Task to complete | Every line holding the word "roads" should be copied from the material.

Input material |

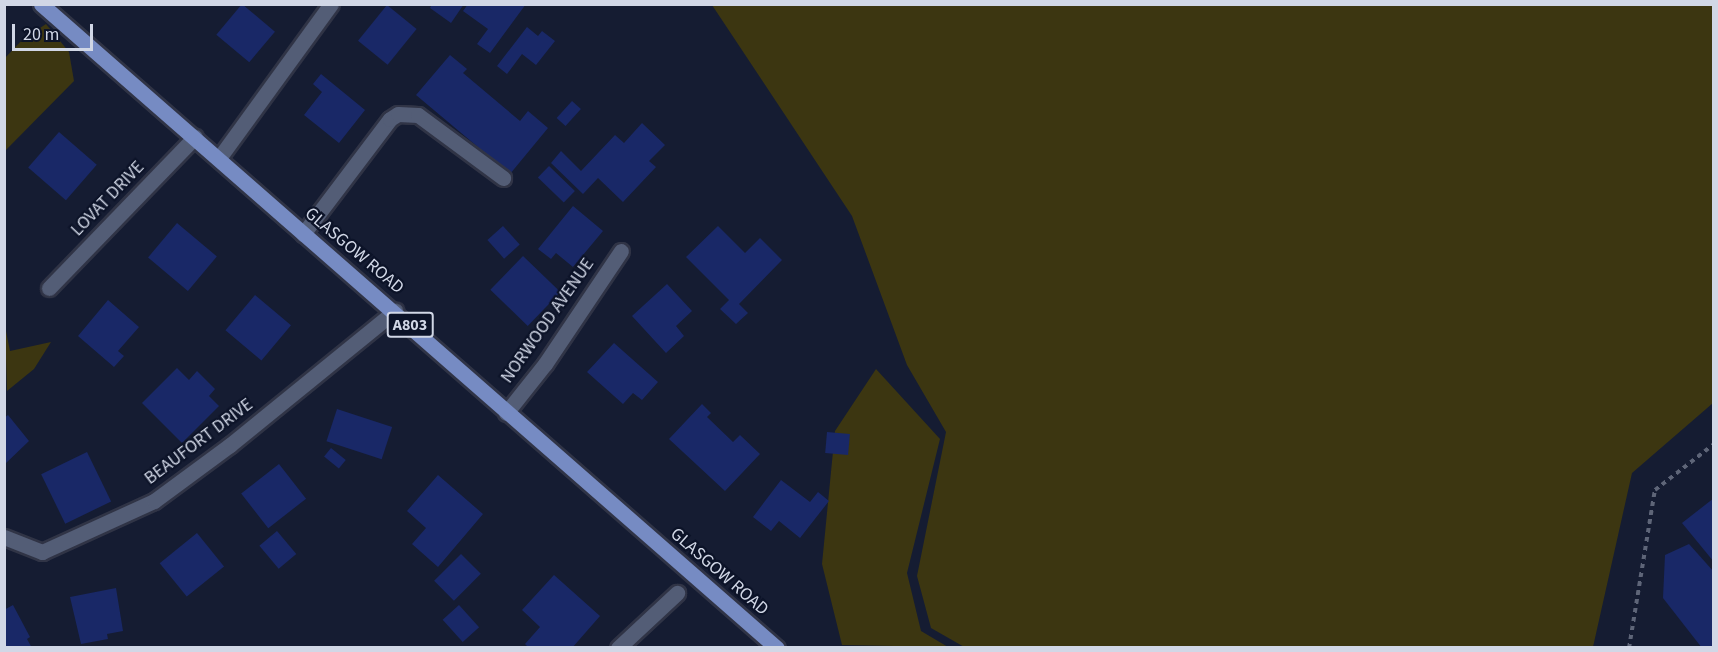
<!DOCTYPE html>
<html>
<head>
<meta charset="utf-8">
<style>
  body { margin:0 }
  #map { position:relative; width:1718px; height:652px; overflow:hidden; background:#151c32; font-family:"Source Sans 3",sans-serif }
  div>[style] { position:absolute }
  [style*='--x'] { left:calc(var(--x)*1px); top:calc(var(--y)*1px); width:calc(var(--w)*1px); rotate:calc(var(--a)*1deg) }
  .green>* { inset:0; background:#3c3611 }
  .building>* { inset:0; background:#192867; transform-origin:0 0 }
  .path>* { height:4px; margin-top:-2px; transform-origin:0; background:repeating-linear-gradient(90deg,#5e6578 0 4.5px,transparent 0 9px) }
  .roads { filter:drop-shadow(2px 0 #303446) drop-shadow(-2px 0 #303446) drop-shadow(0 2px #303446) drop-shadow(0 -2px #303446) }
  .service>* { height:15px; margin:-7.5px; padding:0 7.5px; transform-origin:7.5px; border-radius:7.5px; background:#535d76 }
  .minor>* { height:15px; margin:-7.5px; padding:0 7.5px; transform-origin:7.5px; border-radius:7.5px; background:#535d76 }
  .primary>* { height:15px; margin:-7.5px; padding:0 7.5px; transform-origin:7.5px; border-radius:7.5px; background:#768bc3 }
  span { translate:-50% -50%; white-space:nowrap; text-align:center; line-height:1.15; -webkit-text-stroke:4.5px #0c1328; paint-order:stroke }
  .shield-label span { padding:2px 4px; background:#0c1328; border:2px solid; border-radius:4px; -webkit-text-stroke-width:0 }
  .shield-label { font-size:16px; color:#d1d7e6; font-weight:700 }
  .street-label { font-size:18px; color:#d1d7e6 }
  .frame { position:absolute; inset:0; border:6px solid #d1d7e6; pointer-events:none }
  .scale { position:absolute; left:12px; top:24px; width:81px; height:27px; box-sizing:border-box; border:3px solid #d1d7e6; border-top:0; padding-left:8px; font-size:18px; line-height:21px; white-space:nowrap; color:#d1d7e6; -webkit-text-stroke:4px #0c1328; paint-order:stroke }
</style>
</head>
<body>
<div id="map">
  <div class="green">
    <i style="clip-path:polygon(712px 5px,1713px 5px,1713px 403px,1632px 473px,1593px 647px,966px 648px,931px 628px,917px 576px,946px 432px,907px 365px,852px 216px)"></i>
    <i style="clip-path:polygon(46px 24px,69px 52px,74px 81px,5px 151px,5px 58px,22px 40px)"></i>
    <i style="clip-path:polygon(5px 326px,10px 351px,51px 342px,34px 369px,7px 391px)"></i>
    <i style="clip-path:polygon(876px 369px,940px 439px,907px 573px,921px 631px,948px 647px,842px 645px,822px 564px,835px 431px)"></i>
  </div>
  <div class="building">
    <i style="left:242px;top:4px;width:43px;height:40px;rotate:40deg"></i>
    <i style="clip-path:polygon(432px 4px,464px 4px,451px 23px,430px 8px)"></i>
    <i style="clip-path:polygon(468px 4px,526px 4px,490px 53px,477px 44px,488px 29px,463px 11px)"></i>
    <i style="left:387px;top:5px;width:38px;height:46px;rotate:39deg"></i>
    <i style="clip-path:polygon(527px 27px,538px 36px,542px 31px,555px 41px,536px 65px,522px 54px,507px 74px,497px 66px)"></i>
    <i style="clip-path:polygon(450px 55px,467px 69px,463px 73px,520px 121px,528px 111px,548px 128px,510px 174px,416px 95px)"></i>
    <i style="clip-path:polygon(321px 74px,365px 110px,339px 143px,304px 115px,322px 92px,313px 84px)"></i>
    <i style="left:572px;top:101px;width:12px;height:23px;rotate:42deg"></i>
    <i style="clip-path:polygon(642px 123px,665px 145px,649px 161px,656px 167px,623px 202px,598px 178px,583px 194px,551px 163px,561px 151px,581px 171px,615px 135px,624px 143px)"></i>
    <i style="left:59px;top:132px;width:50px;height:47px;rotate:41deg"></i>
    <i style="left:549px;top:166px;width:36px;height:16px;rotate:44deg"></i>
    <i style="clip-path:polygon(573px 206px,603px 231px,573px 267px,556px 253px,551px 259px,538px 249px)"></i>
    <i style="left:177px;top:223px;width:52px;height:45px;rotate:40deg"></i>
    <i style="left:503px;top:226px;width:25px;height:21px;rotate:48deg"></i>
    <i style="clip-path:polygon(718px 226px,745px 253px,760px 238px,782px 260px,739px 304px,748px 313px,736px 324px,720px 309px,729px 300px,686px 257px)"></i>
    <i style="left:523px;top:256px;width:52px;height:47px;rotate:44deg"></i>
    <i style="clip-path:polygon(667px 284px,692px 311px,676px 326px,684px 336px,666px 353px,632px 316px)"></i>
    <i style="left:255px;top:295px;width:47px;height:46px;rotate:40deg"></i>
    <i style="clip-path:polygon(108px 300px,139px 327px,118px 351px,124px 356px,114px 367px,78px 336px)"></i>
    <i style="clip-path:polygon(614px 343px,658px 382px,642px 400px,633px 393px,623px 404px,587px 372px)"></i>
    <i style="clip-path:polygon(177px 368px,189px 380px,197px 371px,215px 389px,209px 396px,219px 406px,182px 443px,142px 403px)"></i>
    <i style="clip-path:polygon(702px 404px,711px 413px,707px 417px,733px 442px,740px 435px,760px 454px,725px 491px,669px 439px)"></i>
    <i style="left:337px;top:409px;width:58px;height:34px;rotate:18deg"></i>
    <i style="clip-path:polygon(8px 415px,29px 441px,4px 465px,4px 418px)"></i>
    <i style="left:827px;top:432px;width:23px;height:21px;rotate:5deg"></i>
    <i style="left:331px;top:448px;width:19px;height:11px;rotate:39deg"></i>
    <i style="left:87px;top:452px;width:55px;height:51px;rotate:64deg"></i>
    <i style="left:279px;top:464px;width:44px;height:48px;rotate:52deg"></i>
    <i style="clip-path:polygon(438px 475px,483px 514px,438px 567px,412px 544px,426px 528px,407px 511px)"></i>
    <i style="clip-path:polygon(781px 480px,810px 502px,818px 492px,829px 501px,800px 538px,779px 521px,771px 531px,753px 517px)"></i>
    <i style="clip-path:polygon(1714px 498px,1714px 562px,1682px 523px)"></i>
    <i style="left:277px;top:531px;width:30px;height:23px;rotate:50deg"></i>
    <i style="left:197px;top:533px;width:43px;height:48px;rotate:51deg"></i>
    <i style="clip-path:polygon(1689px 544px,1714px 572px,1714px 648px,1702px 648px,1663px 598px,1665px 555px)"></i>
    <i style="left:461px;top:554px;width:28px;height:38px;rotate:45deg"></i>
    <i style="clip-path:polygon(554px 575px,600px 616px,572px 648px,529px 648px,525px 644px,540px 627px,522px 610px)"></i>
    <i style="clip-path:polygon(116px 588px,123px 631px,107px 634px,108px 639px,81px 644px,70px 597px)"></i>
    <i style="clip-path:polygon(13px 605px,30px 637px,27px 639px,32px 648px,4px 648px,4px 610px)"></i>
    <i style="left:459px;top:605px;width:30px;height:22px;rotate:48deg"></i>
  </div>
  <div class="path">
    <i style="--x:1629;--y:648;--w:160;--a:-80.7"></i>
    <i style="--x:1655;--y:490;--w:75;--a:-37.9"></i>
  </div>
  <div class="roads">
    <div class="service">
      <i style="--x:303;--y:234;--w:144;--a:-52.9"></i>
      <i style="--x:390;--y:119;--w:9;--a:-32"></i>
      <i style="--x:398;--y:114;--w:20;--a:3"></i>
      <i style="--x:418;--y:115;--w:106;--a:36.5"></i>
    </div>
    <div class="minor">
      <i style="--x:219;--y:158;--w:190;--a:-54"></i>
      <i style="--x:49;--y:288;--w:210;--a:-46"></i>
      <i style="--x:506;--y:413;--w:63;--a:-51.5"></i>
      <i style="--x:545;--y:364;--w:136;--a:-56.1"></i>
      <i style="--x:4;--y:537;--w:41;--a:21.5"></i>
      <i style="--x:42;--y:552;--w:123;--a:-24.5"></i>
      <i style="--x:154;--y:501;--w:94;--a:-36.4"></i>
      <i style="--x:230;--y:445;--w:213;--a:-39.1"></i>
      <i style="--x:618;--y:648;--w:81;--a:-43"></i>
    </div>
    <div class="primary">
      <i style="--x:41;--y:4;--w:978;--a:41.19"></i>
    </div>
  </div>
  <div class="shield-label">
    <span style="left:410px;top:325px">A803</span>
  </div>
  <div class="street-label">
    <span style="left:108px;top:199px;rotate:-46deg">LOVAT DRIVE</span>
    <span style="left:354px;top:251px;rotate:40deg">GLASGOW ROAD</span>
    <span style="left:548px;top:321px;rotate:-55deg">NORWOOD AVENUE</span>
    <span style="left:199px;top:442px;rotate:-37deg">BEAUFORT DRIVE</span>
    <span style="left:719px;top:572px;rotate:41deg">GLASGOW ROAD</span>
  </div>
  <div class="frame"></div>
  <div class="scale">20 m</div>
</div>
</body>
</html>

Task solution |
  .roads { filter:drop-shadow(2px 0 #303446) drop-shadow(-2px 0 #303446) drop-shadow(0 2px #303446) drop-shadow(0 -2px #303446) }
  <div class="roads">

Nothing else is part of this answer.